A este centro minero llamado Victoria, en pleno apogeo de producción llegaron a trabajar
2.200 profesionales entre supervisores empleados y obreros, que junto a su grupo familiar se
alcanzaba una población estable de más de 16.000 habitantes
La oficina se inicia como planta mecanizada en 1945, ya que antes funcionó con el nombre de
Brac trabajando con el sistema Shanks, llegando 31 de octubre de 1979 donde paraliza sus
faenas productivas, misma fecha donde sale del puerto de Iquique el último embarque de
salitre hacia la República Popular China.

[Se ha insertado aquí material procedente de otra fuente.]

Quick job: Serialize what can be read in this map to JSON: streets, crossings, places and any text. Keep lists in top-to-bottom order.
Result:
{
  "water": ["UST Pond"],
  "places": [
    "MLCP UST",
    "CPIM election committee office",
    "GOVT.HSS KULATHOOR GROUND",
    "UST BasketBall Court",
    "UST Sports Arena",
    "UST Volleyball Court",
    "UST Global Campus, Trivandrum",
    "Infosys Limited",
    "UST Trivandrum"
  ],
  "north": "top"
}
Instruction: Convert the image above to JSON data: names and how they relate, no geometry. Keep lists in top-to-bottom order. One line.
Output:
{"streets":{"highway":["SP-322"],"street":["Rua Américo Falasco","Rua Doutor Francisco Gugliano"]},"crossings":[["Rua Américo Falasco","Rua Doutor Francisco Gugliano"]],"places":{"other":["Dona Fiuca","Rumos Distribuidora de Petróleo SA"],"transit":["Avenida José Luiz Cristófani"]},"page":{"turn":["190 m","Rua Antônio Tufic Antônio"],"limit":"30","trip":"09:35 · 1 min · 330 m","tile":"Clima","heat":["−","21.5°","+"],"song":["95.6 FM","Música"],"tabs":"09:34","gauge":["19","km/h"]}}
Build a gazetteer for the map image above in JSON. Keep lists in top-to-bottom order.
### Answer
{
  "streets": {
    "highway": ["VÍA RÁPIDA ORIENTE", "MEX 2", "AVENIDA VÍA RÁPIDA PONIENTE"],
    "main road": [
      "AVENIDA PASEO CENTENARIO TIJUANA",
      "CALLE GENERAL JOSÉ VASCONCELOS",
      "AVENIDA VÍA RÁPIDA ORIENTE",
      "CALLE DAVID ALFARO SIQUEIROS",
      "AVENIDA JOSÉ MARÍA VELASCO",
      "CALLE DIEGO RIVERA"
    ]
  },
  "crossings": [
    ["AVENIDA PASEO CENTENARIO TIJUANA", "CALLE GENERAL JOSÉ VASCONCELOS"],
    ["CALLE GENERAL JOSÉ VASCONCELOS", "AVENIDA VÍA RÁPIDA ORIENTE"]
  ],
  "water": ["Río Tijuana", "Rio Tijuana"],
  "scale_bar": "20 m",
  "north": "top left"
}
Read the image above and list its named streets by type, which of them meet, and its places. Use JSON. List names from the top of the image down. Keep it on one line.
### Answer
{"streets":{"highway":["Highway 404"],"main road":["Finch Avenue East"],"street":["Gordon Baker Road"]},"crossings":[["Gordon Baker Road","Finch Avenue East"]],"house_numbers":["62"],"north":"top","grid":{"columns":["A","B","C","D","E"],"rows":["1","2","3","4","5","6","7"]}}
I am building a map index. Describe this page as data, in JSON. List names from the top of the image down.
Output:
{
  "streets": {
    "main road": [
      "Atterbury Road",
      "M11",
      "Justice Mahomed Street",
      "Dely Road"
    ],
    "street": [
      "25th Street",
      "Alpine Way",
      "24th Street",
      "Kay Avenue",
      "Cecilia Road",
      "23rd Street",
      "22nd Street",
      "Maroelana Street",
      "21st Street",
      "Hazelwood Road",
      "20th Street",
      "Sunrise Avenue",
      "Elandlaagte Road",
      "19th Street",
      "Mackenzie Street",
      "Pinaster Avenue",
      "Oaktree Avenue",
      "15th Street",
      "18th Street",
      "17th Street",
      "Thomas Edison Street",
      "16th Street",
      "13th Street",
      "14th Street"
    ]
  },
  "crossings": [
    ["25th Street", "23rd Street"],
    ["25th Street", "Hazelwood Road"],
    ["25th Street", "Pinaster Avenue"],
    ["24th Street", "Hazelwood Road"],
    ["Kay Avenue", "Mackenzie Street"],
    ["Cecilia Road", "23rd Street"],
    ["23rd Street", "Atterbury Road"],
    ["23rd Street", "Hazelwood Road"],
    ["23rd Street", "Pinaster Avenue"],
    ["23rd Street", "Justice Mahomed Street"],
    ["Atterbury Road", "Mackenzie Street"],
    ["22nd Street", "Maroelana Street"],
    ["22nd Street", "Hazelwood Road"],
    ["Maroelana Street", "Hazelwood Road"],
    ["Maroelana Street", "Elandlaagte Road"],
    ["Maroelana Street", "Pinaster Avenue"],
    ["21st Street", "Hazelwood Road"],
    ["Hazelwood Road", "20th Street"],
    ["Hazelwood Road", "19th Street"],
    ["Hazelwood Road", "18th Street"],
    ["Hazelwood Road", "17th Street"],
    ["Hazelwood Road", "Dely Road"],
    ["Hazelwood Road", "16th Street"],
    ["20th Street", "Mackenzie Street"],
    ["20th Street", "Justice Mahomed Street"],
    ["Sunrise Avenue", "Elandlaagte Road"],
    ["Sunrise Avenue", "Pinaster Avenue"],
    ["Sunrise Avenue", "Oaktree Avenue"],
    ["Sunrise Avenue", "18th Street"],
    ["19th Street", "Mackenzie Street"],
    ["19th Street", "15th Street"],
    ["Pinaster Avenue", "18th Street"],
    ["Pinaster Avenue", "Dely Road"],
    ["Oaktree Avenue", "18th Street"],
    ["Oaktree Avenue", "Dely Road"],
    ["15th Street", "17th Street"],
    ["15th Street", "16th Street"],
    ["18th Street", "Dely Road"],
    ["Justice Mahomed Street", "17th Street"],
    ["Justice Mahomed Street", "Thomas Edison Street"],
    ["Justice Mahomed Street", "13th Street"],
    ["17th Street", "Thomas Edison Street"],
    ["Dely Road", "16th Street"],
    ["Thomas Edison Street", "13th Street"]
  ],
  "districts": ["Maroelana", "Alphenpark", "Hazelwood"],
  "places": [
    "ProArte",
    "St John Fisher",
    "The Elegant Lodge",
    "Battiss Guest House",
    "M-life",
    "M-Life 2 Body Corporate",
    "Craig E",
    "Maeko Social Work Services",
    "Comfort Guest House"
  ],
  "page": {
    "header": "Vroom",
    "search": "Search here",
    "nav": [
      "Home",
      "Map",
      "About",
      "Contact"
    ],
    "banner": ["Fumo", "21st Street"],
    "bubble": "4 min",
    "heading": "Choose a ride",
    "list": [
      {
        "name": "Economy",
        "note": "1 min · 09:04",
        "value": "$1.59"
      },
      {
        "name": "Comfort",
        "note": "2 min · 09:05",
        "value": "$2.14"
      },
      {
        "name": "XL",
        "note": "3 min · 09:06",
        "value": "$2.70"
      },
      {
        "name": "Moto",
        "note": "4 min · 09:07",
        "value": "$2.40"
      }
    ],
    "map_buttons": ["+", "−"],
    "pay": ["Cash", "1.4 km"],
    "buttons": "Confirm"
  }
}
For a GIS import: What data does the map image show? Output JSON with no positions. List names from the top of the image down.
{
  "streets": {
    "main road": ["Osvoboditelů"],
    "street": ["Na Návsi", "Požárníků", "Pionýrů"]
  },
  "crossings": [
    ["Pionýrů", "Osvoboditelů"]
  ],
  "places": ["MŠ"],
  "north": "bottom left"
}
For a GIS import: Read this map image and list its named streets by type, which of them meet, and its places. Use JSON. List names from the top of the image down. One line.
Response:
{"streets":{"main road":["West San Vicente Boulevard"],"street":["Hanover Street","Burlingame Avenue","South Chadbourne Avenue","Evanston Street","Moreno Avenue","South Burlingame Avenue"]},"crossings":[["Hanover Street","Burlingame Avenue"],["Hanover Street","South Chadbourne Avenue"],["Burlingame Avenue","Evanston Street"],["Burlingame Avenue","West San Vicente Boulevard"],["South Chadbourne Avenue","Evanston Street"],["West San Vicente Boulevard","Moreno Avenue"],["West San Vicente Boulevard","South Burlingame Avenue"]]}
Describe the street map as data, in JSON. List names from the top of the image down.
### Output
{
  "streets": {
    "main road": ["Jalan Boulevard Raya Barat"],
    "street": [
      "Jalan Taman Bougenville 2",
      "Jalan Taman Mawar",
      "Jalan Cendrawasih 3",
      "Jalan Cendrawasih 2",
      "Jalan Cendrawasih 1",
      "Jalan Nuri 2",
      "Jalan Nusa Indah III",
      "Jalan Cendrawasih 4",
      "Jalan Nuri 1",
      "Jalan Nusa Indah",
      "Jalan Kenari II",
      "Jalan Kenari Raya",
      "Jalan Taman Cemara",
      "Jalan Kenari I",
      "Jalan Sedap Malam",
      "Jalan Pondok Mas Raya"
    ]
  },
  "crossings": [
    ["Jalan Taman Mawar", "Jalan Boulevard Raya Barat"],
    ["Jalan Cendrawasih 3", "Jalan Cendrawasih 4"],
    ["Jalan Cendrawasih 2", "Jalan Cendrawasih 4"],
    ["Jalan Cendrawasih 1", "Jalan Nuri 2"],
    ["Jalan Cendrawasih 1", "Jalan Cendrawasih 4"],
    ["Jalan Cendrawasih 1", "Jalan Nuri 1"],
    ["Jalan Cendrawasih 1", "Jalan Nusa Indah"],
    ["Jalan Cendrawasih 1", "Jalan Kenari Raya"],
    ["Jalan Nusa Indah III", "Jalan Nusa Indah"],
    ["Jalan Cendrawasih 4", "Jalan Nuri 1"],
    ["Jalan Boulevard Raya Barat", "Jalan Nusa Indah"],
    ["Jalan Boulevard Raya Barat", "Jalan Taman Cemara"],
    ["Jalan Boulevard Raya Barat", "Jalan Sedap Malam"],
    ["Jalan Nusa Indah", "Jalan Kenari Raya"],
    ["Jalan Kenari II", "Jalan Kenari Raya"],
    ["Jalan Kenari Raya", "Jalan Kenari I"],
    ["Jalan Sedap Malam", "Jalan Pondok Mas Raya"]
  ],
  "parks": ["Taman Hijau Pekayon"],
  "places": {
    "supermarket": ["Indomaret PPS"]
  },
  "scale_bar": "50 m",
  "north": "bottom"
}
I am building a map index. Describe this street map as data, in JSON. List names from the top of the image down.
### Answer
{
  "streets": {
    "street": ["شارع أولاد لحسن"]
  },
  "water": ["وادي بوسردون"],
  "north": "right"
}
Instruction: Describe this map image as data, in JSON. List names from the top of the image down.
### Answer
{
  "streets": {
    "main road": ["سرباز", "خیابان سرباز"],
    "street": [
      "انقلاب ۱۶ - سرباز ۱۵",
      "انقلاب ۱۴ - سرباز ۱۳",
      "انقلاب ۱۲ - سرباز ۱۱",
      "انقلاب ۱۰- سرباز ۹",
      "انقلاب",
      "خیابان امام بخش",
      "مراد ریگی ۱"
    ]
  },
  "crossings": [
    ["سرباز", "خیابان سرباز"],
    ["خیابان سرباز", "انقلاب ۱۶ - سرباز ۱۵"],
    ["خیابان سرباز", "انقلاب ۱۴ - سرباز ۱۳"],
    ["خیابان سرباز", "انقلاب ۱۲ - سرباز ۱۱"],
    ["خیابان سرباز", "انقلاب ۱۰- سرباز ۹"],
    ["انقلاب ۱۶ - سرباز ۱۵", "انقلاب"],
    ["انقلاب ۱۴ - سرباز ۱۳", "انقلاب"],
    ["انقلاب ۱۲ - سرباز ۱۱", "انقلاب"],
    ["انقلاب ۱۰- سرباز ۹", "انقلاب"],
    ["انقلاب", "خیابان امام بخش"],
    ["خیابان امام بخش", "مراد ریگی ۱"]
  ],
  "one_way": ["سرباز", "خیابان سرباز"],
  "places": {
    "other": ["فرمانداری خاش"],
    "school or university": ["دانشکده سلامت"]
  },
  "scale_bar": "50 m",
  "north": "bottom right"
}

De las miles de personas que vivieron en Victoria solo queda un triste recuerdo de lo que fue la
explotación del oro blanco. Una vez al año esos recuerdos hacen volver la vista al desierto y la
pampa que guarda en sus entrañas aún tanta riqueza que jamás volverá a ser explotada como
en los tiempos idos. En la actualidad Victoria yace dormida pero su recuerdo no se apagará
jamás mientras haya pampinos de corazón.
Está oficina fue parte de la historia de la pampa salitrera que se escribió con el sudor del “Roto
Pampino”, hombre de carácter rústico, pero dotado de un noble corazón. Muy hábil con el
macho y el chuzo. Sus fuertes y callosas manos, ayudadas por dichas herramientas,
destrozaban los enormes bolones de caliche desprendidos de las entrañas de la tierra, por la
acción de la dinamita. Pero, a pesar de la sacrificada existencia del pampino, lo hizo muy
inquieto en cuanto a su futuro y porvenir. Esta misma inquietud lo convirtió en un hombre que
luchaba por sus Intereses para cuidar a su grupo familiar

Seguramente de Victoria no quedará más que el recuerdo y la vida en ese lugar se reducirá a
unas cuantos arboles de Tamarugos, como el resto de la pampa. Sólo sobrevivirán las cruces
del Cementerio, allí donde también hubo vida y laboraron otras oficinas salitreras que antes
fueron riqueza y hoy no son más que olvidó.